Romanya Profesyonel Gazeteciler Birliği Genel Sekreteri Benine Neagoe geçtiğimiz günlerde Dünya Basın Özgürlüğü münasebeti ile yaptığı bir açıklamada, "Demokrasinin 'BEKÇİ KÖPEĞİ' olarak tanımlanan medianın adeta 'SOKAK KÖPEĞİ'ne dönüştüğünü" ileri sürdü.


Media kimine göre yasama, yürütme, yargıdan sonra '4. Kuvvet', kimine göre parayı verenin düdüğü çaldığı 'sahibinin sesi' bir yayın organıdır.
Kimine göre media TASMALI KÖPEK'tir. Tasmasını çıkarmadığınız sürece sorun yok... Ama ona o tasmayı takan ele dikkat etmek gerek. O tasmayı çıkaracak el de aynı el'dir ve o zaman o tasmalı köpek, sahibine değil, sahibinin hedef gösterdiği kişiye saldıracaktır.

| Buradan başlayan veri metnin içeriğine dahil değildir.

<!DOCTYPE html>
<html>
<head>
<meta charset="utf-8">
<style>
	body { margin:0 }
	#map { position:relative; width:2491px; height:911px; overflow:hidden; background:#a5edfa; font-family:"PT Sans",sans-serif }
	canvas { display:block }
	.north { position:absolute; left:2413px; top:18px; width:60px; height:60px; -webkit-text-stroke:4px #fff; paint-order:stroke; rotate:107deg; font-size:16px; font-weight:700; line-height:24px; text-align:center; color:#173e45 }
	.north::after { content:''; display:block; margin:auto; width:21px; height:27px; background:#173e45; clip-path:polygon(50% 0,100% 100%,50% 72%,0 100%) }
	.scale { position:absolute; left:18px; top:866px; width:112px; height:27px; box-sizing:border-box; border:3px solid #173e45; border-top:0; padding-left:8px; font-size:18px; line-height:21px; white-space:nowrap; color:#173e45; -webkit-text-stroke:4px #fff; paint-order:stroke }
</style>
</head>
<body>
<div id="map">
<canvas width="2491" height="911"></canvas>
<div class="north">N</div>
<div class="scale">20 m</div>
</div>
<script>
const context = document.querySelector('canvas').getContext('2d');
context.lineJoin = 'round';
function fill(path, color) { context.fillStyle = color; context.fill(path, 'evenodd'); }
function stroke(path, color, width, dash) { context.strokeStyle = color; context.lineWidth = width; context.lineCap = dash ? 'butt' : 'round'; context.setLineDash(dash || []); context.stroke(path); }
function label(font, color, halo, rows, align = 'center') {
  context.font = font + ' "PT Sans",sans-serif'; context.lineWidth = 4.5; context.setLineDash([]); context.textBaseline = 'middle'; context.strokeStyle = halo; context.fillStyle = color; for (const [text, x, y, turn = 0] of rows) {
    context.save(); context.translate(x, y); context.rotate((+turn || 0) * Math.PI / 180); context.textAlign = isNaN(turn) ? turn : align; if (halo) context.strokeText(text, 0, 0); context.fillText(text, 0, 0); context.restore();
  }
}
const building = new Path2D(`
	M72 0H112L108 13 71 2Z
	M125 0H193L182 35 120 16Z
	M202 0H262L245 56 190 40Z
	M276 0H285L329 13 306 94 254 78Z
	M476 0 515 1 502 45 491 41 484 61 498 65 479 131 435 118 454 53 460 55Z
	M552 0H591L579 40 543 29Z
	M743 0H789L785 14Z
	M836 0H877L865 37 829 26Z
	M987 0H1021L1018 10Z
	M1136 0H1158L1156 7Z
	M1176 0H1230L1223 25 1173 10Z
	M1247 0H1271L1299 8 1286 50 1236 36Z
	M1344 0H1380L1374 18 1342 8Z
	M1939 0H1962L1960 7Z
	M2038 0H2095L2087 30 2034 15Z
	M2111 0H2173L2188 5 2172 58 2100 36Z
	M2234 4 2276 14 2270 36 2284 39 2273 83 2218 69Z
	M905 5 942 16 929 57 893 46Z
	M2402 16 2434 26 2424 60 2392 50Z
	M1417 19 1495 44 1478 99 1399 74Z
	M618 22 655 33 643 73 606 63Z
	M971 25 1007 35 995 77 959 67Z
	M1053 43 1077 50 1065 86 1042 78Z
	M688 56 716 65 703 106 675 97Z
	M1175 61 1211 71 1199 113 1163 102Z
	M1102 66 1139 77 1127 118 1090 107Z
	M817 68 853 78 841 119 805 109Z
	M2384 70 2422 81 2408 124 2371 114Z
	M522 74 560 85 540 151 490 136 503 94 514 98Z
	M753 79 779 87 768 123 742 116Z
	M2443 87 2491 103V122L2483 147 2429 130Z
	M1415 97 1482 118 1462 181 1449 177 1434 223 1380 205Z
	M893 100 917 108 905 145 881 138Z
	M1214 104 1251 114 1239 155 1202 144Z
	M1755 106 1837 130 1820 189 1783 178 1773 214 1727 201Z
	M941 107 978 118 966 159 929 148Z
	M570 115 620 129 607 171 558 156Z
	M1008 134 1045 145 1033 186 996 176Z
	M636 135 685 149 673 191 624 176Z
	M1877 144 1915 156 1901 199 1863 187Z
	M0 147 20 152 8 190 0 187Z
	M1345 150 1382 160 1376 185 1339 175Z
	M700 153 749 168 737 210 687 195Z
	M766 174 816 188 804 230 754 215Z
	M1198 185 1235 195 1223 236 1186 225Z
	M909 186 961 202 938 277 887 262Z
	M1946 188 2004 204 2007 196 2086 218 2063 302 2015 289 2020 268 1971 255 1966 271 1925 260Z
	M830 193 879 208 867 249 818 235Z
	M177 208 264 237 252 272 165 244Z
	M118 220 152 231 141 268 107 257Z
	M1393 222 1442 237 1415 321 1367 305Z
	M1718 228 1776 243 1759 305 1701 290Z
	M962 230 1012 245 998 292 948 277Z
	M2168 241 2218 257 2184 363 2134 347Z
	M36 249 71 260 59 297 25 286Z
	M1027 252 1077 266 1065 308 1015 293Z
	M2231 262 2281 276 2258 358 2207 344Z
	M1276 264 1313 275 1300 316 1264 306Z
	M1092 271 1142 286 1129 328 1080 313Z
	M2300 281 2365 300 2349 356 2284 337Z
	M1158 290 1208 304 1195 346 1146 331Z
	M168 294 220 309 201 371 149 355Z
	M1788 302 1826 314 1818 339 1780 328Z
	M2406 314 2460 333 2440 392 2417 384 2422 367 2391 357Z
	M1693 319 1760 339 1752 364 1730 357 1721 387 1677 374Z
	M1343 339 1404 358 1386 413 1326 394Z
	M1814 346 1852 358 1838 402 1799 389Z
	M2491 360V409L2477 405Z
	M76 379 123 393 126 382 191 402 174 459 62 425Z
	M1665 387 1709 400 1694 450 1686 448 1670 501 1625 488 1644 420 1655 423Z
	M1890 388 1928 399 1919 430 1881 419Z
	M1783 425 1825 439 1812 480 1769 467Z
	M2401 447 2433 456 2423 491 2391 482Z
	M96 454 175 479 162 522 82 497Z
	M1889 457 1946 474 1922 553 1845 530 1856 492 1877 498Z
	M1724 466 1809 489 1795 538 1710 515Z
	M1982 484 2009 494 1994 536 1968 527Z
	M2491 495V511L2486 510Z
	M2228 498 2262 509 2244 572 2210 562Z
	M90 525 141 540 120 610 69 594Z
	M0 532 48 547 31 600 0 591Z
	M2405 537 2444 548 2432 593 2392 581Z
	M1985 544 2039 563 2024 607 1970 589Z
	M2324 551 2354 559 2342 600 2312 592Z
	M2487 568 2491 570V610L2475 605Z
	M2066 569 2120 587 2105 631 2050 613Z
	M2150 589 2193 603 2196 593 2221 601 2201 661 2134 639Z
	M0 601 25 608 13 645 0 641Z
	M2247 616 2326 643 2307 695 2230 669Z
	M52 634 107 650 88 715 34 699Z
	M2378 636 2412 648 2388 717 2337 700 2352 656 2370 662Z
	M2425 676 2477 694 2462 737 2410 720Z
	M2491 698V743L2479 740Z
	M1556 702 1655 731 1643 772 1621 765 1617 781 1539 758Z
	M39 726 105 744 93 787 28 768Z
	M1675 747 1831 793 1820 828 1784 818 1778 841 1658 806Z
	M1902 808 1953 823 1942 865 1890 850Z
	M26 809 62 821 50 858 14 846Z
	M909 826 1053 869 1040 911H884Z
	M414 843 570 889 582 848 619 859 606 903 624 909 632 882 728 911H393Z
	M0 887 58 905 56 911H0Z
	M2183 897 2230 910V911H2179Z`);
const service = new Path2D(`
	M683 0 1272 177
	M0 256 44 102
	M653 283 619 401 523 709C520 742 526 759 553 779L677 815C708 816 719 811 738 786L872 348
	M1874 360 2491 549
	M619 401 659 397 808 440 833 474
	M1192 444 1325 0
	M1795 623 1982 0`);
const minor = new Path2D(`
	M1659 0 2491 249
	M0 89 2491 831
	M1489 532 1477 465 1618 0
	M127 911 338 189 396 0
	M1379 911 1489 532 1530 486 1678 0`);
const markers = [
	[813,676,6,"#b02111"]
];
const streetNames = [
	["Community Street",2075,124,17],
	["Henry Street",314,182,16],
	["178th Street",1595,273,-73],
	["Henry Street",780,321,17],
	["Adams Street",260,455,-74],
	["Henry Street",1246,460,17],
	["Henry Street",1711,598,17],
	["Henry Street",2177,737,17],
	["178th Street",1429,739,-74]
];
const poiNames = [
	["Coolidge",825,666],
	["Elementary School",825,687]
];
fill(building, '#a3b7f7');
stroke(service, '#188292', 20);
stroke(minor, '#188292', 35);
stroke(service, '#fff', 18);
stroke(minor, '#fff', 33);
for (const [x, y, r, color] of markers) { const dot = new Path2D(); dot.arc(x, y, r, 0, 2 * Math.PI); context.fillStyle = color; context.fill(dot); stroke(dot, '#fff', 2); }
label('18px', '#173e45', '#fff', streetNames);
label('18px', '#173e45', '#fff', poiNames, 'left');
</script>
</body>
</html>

İngiltere'de Basın Konseyine halk, "Dişsiz Bekçi Köpeği" adını vermiş... Isıramaz. "Havlayıp dursun" demeye getiriyorlar.. Eğer bir tehdit varsa, köpeğin sahibi, kendisi gerekeni yapacaktır. Çünkü söz konusu siyasi ya da ekonomik yarar, bir köpeğin insafına ya da dikkatine bırakılamaz... Onun görevi tehdit kaynağını uyarmak ve tehdidin hedefini uyandırmaktır.
(...)
Kimileri için media köpeklerinin görevi "eşik bekçiliği" imiş. Bunlardan beklenen dezenformasyonlara karşı caydırıcılık, sorgulama, süzme... Biri basın yoluyla sizin üzerinize gelmeye kalkarsa, sizin de bir basınınız olmuş oluyor. Ya da hakkınızdaki yalan - yanlış iddialara karşı, kendinizi savunabiliyor ya da karşı tarafa siz de aynı şekilde cevap verme imkanına sahip olmuş oluyorsunuz.. Yani karşınızdakilere, "benim de elim armut toplamıyor" demiş oluyorsunuz... Ceket altından silah gösterir gibi medianızı gösteriyorsunuz..
Bir de "Laptod jurnalism" dedikleri "kucak köpeği / süs köpeği" mediası vardır. Tüyleri ondüleli, parfüm kokulu, kucakta dolaşan, cici giysileri olan sosyete mediası gibi bir şey. Sahibine övgüler düzen, onun gücünü ve zenginliğini teşhir eden "Meddah Media". Bunların genleri ile oynanmıştır... Cinsiyetleri de tam belli değildir... "Saldırı köpekleri" ayrı bir kategori. Bunları afyonlayabilirsiniz. Brifingleyebilir, eklemlenebilir. Yemleyebilir, besleyebilir, itlaf edebilirsiniz... Bunların kimilerinin elinde, her türlü dosya ve kaset olabilir ama kendileri hakkında da efendilerinin elinde her türlü kaset ve dosya bulunur... Onun için efendilerine pek dişleri geçmez...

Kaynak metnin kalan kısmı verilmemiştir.